2. Bagaimana asal muasal budaya organisasi ?
3. Apa saja karakteristik budaya organisasi ?
4. Bagaimanakah menciptakan budaya organisasi yang
etis ?
C. Tujuan Penulisan
1. Mengetahui pengertian budaya organisasi.
2. Menjelaskan asal muasal budaya organisasi.
3. Mengetahui karakteristik budaya organisasi.
4. Mengetahui bagaimana menciptakan budaya organisasi
yang etis.
D. Manfaat
Penulisan Makalah ini disusun dengan
harapan memberikan manfaat baik secara teoritis maupun secara praktis. Secara
teoritis makalah ini berguna sebagai pengembangan konsep mata kuliah
Interpersonal Employee Relation khususnya materi “Budaya Organisasi” dan secara
praktis makalah ini diharapkan bermanfaat bagi :
1. Penulis, sebagai wahana meningkatkan
pengetahuan dan konsep keilmuan, khususnya tentang materi Budaya Organisasi.
2. Pembaca, sebagai media informasi
mata kuliah Interpersonal Relation khususnya mengenai Budaya Organisasi.
E. Metode Penulisan
Metode yang digunakan dalam
penulisan adalah metode deskriptif. Melalui metode ini penulis menguraikan
permasalahan yang dibahas secara explanation atau penjelasan yang komperhensif.
Data teoritis dalam makalah ini dikumpulkan dengan menggunakan studi pustaka,
artinya penulis mengambil data melalui media pustaka dalam penyusunan makalah
ini dan ditambah referensi dari media internet. Penulis mencantumkan berbagai
sumber untuk penulisan makalah ini, selain itu juga penulis menggunakan metode
kepustakaan untuk mendapatkan data yang mendukung penyusunan makalah.
BAB II
LANDASAN TEORI
A.
Pengertian Budaya Organisasi
Pengaruh budaya organisasi terhadap
perilaku organisasi sangat signifikan. Karena itu menciptakan busaya organisasi
yang sifatnya unik untuk setiap organisasi amatlah penting. Untuk itu perlu
dipahami apa budaya organisasi itu.
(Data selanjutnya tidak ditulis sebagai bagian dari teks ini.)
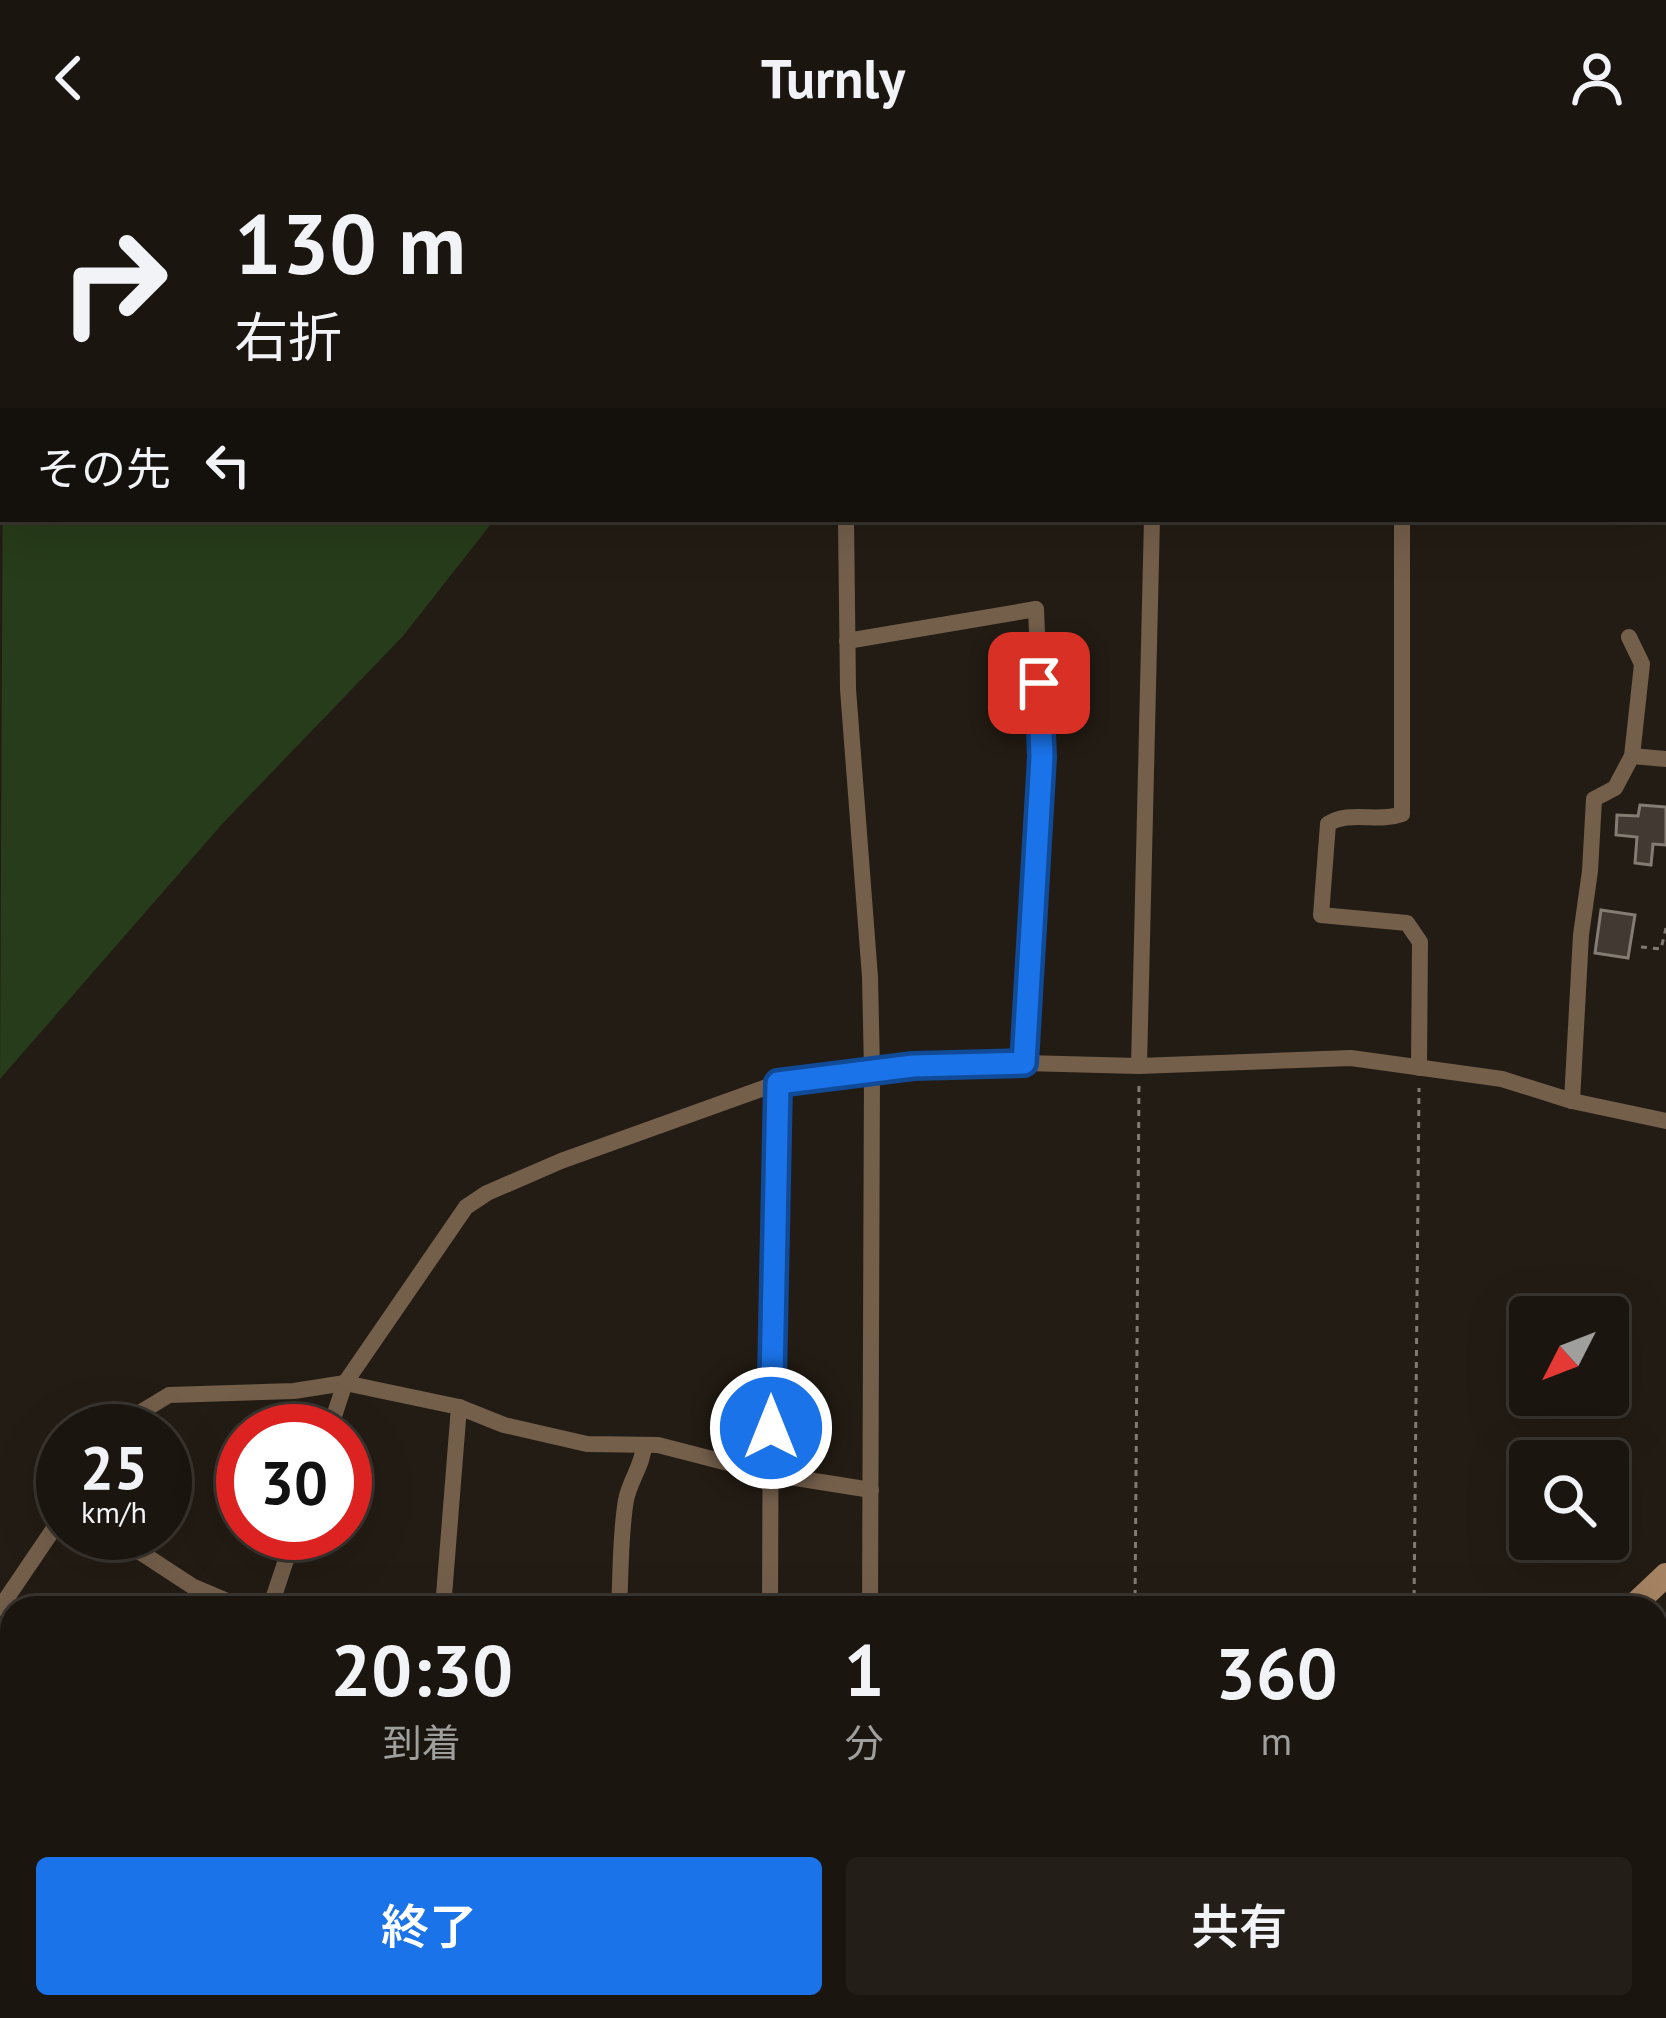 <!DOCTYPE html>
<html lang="ja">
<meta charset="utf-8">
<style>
:root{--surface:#1a150f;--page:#231e18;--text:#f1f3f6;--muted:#9f9f9e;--line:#38342f;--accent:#1a73e8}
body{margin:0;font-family:"PT Sans","Noto Sans JP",sans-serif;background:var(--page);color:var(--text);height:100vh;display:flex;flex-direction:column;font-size:45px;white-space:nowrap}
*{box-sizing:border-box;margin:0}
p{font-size:39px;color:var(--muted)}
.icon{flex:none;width:66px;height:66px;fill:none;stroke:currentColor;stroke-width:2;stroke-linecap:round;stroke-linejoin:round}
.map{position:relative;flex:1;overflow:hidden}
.panel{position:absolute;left:0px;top:1440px;width:1668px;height:423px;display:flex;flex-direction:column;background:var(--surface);border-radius:36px 36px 0 0;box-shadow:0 12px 48px #0002,0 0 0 3px var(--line)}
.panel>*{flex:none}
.hud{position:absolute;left:0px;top:0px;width:1668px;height:366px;box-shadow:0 12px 48px #0002,0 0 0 3px var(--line);background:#1a150f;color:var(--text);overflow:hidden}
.needle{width:78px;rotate:228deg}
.fabs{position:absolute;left:1509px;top:1140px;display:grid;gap:24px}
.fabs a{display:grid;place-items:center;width:120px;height:120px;border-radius:12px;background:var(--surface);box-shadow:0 12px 48px #0002,0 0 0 3px var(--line);font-size:60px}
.speed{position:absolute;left:36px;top:1248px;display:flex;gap:24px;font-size:60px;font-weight:700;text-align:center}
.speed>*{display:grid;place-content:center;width:156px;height:156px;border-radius:50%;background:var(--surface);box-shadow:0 12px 48px #0002,0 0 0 3px var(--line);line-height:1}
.speed small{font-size:30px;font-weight:400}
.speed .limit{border:18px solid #d22;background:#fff;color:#111}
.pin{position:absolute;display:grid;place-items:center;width:102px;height:102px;color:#fff;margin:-51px;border-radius:24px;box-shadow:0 6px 18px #0006}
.me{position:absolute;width:132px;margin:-66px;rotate:0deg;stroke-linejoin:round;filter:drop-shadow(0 0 9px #0008)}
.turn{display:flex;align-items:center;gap:42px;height:252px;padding:0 36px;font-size:54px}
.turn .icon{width:156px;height:156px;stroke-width:2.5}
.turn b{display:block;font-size:84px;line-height:102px}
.then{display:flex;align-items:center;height:114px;padding:0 36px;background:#0003;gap:24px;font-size:45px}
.eta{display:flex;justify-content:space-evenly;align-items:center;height:204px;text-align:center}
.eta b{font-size:72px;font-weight:600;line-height:84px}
.action{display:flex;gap:24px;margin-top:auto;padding:24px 36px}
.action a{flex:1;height:138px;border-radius:12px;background:var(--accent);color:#fff;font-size:48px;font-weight:600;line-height:138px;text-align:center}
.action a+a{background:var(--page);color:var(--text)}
header{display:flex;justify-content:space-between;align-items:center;height:156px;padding:0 36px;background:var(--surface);font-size:54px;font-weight:600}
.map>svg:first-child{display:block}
.green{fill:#273c1a}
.building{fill:#423a32;stroke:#847b73;stroke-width:3}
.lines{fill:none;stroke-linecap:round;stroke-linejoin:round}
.path{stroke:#807a73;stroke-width:3;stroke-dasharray:6 6;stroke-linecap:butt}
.street{stroke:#745f4b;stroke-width:16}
.secondary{stroke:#a68463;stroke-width:24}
.route-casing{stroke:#114b97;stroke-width:30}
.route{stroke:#1a73e8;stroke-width:21}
</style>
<header><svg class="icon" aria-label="back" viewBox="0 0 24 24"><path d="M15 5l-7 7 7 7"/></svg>Turnly<svg class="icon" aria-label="person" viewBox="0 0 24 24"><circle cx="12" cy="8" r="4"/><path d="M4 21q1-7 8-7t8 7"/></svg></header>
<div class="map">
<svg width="1666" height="1862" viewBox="0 0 1666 1862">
<rect width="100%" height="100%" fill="#231c14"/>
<!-- green -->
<g class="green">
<polygon points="153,0 873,0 152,3"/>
<polygon points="3,277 3,363 495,363 403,480 223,667 0,923"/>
</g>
<!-- building -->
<g class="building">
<polygon points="1640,649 1666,651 1666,689 1653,688 1651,709 1635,707 1637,681 1616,679 1617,659 1638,660"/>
<polygon points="1601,754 1635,759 1628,802 1595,797"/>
</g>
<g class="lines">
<!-- path -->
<g class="path">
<polyline points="1641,791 1661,793 1666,772"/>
<polyline points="1135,1452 1139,926"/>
<polyline points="1414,1452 1419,932"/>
<polyline points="546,1862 547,1851"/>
<polyline points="1132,1862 1132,1851"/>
<polyline points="1411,1862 1411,1851"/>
</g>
<!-- street -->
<g class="street">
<polyline points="166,0 172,3"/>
<polyline points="540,0 540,3"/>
<polyline points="811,0 818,3"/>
<polyline points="1526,0 1526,3"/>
<polyline points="434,3 436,0"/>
<polyline points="669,3 671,0"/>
<polyline points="978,3 980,0"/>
<polyline points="1665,120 1666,120"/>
<polyline points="846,363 848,533 870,821 872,914 870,1452"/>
<path d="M1402,363V658C1378,667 1349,654 1328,668L1321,759L1407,767L1420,786L1419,912"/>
<polyline points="1629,481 1642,508 1632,600"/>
<polyline points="847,485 1036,453 1042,601 1024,907"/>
<polyline points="1139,910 1152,363"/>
<polyline points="1572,945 1581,779 1590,715 1594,643 1615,632 1632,600 1666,603"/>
<polyline points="124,1275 141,1256 169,1239 294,1235 345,1227 459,1251 504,1269 587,1288 658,1289 771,1318 871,1334"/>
<polyline points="329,1275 345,1227 466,1051 487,1037 561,1005 778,927 913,910 1024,907 1139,910 1351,902 1502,923 1572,945 1666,965"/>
<polyline points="111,1377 192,1430 244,1452"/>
<polyline points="0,1452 63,1359"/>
<polyline points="270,1452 295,1377"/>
<polyline points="443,1452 459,1251"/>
<path d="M619,1452C621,1416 620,1379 626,1344C630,1324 643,1309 644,1289"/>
<polyline points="770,1452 771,1182 778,927"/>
<polyline points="105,1862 109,1851"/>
<polyline points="360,1862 363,1851"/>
<polyline points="773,1862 774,1851"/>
<polyline points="869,1862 869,1851"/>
</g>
<!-- secondary -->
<g class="secondary">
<polyline points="1631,1452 1666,1419"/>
<polyline points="1216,1862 1227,1851"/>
</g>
</g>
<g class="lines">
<defs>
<polyline id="route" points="771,1272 778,927 913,910 1024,907 1042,601 1039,527"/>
</defs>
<!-- route casing -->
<use href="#route" class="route-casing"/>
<!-- route -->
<use href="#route" class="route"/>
</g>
</svg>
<div class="fabs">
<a><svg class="needle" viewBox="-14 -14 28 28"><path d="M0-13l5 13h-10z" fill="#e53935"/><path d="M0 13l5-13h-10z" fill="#9f9f9e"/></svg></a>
<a><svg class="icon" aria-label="search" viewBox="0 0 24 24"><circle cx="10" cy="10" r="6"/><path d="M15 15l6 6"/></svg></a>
</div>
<div class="speed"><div>25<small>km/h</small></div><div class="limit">30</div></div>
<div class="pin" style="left:1039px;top:527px;background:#d93025"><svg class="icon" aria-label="arrive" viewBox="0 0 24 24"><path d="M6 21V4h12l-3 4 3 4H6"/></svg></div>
<svg class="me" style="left:771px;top:1272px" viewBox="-20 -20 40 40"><circle r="17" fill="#1a73e8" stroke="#fff" stroke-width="3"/><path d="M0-11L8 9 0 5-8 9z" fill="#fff"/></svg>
<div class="hud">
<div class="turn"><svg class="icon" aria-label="right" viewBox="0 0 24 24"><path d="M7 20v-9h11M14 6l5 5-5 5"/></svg><div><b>130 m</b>右折</div></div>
<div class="then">その先<svg class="icon" aria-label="left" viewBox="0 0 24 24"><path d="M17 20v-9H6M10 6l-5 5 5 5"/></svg></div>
</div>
<section class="panel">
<div class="eta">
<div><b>20:30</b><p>到着</p></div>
<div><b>1</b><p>分</p></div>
<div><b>360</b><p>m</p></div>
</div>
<div class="action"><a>終了</a><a>共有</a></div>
</section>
</div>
Budaya organisasi memiliki makna yang luas.
Walter R. Freytag mendefinisikan budaya organisasi sebagai “a distint and
shared set of conscious and unconscious assumptions and values that binds
organizational members together and prescribes appropriate patters of
behavior.” Freytag menitik beratkan pada asumsi-asumsi dan nilai-nilai yang
disadari atau tidak disadari yang mampu mengikat kepaduan suatu organisasi.
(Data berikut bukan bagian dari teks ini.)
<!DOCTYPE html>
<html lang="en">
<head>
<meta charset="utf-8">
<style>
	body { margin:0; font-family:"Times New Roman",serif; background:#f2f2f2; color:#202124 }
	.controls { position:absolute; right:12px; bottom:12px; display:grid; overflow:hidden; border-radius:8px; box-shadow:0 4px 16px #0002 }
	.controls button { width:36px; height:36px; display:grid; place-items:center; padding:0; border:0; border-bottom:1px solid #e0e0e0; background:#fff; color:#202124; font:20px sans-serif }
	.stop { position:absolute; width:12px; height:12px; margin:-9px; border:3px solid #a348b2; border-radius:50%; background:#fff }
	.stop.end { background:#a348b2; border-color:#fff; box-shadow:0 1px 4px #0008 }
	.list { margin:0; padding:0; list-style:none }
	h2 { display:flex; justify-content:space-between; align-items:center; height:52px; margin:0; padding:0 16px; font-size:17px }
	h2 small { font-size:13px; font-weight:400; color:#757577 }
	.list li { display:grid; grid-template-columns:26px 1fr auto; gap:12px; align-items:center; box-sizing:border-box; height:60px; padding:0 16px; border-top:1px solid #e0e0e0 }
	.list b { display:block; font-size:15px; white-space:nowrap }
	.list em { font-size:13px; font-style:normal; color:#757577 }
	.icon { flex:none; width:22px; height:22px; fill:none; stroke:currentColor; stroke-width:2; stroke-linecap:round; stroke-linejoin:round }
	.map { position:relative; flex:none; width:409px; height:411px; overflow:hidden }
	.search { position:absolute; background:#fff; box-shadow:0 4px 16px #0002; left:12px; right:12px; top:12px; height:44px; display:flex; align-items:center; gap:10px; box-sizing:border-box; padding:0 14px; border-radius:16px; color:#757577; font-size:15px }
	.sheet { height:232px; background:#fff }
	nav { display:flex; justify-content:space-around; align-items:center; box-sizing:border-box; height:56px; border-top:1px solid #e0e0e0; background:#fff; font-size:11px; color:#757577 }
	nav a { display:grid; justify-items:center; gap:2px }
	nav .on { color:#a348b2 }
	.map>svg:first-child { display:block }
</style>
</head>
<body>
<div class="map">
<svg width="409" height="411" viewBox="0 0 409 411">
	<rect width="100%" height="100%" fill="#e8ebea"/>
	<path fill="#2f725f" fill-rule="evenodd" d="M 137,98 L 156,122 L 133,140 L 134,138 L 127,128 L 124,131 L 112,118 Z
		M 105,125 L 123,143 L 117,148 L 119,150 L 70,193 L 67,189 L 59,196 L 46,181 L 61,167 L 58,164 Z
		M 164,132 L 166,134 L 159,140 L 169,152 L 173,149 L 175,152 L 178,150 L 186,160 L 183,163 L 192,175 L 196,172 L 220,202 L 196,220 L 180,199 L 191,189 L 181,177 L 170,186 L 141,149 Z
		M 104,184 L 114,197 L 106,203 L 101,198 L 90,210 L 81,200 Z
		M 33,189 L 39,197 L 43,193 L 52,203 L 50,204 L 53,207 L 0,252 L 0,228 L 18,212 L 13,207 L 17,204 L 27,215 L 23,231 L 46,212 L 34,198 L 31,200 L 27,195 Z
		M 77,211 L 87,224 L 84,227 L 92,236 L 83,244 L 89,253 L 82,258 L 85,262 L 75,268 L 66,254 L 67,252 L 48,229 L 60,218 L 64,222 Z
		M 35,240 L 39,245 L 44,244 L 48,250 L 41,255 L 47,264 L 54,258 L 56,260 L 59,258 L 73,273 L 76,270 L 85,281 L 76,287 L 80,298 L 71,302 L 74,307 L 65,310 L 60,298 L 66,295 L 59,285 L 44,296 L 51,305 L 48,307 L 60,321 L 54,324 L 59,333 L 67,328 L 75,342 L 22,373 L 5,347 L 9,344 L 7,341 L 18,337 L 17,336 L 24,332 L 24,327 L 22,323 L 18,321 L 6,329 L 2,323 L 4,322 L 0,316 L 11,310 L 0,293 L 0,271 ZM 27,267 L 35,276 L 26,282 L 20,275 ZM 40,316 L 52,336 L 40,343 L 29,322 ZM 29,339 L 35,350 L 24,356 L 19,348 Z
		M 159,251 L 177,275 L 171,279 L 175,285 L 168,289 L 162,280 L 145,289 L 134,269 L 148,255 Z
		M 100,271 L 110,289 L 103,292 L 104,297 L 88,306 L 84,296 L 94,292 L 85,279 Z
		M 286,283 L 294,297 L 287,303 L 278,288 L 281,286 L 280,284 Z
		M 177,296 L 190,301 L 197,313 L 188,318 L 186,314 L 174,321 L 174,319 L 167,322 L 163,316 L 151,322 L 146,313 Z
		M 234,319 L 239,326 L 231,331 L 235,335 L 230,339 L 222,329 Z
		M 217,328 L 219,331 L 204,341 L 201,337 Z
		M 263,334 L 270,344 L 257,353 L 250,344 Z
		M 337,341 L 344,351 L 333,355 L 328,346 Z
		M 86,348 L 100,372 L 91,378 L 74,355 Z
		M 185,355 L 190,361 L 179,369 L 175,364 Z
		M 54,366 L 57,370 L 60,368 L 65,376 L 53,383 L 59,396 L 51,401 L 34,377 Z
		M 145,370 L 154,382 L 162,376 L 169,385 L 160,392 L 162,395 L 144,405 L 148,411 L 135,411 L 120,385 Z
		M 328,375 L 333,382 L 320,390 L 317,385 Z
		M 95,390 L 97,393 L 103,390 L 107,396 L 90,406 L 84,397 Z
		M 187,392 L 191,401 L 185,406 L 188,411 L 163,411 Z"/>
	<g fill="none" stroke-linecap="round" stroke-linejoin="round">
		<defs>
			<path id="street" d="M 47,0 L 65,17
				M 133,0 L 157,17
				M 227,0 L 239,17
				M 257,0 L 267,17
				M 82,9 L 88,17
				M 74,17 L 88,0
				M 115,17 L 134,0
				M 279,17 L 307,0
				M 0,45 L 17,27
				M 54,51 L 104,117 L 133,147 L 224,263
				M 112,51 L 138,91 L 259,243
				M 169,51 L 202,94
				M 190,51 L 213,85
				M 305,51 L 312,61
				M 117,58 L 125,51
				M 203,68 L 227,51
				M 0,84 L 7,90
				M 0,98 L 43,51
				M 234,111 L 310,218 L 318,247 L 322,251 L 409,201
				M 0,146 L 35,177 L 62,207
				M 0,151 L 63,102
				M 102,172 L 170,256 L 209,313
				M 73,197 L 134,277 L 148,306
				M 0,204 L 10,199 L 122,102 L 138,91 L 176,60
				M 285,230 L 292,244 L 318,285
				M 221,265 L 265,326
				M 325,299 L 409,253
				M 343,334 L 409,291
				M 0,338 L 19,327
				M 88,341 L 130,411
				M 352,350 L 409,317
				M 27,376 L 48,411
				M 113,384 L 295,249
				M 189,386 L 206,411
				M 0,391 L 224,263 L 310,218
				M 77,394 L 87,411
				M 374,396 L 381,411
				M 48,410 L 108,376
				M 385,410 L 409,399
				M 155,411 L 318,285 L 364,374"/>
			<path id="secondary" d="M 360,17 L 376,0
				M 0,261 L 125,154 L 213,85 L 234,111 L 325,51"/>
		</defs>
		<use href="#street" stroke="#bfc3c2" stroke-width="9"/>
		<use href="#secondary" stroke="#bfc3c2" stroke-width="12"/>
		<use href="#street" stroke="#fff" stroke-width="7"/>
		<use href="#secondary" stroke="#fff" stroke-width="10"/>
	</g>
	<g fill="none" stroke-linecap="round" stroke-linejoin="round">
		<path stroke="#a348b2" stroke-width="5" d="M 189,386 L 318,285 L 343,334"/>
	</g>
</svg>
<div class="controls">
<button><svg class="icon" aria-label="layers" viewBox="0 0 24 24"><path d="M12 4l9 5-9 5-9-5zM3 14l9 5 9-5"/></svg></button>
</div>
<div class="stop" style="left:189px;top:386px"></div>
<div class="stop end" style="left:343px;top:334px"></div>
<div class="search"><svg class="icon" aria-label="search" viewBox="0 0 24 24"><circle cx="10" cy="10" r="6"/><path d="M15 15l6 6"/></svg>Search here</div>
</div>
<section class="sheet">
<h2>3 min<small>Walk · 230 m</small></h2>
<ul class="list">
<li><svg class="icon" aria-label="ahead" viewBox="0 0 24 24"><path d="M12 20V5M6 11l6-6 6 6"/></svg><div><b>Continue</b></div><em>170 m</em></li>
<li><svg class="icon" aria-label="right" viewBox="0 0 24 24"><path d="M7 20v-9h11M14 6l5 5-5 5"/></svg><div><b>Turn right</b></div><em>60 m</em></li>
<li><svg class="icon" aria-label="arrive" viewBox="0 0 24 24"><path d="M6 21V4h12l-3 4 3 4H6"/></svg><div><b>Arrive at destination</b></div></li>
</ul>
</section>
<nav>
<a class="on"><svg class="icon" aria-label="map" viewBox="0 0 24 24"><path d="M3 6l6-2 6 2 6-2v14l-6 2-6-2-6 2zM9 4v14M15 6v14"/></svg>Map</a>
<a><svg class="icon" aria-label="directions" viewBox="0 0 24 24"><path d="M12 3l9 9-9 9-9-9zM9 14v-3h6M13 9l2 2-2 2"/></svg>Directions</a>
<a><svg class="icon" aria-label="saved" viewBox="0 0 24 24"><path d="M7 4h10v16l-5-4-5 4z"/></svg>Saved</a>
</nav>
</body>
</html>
Asumsi dan nilai tersebut menentukan pola perilaku para anggota di dalam
organisasi. Peneliti lain seperti Larissa A. Grunig, et.al., mendefinisikan
budaya organisasi sebagai “the sum total of shared values, symbols, meaning,
beliefs, assumption, and expectations that organize and integrate a group of
people who work together.” Definisi Grunig et.al. ini mirip dengan yang telah
disampaikan Freytag sebelumnya, yaitu bahwa budaya organisasi adalah totalitas
nilai, simbol, makna, asumsi, dan harapan yang mampu mengorganisasikan suatu
kelompok orang yang bekerja secara bersama-sama. Menurut Lathans (1998), budaya
organisasi merupakan norma-norma dan nilai-nilai yang mengarahkan perilaku
anggota organisasi. Setiap anggota organisasi akan berperilaku sesuai dengan
budaya yang berlaku agar diterima oleh lingkungannya. Sarplin (1995)
mendefinisikan budaya organisasi merupakan suatu system nilai, kepercayaan dan
kebiasaan dalam suatu organisasi yang saling berinteraksi dengan struktur
system formalnya untuk menghasilkan norma-norma perilaku organisasi. Sebagai
suatu cognitive framework yang meliputi sikap, nilai-nilai, norma perilaku dan
harapan-harapan yang disumbangkan oleh anggota organisasi. Budaya organisasi
merupakan pola keyakinan dan nilai- nilai (value) organisasi yang dipahami,
dijiwai dan dipraktikkan oleh organisasi sehingga pola tersebut memberikan arti
tersendiri dan menjadi dasar aturan berperilaku dalam organisasi. Schein (1992)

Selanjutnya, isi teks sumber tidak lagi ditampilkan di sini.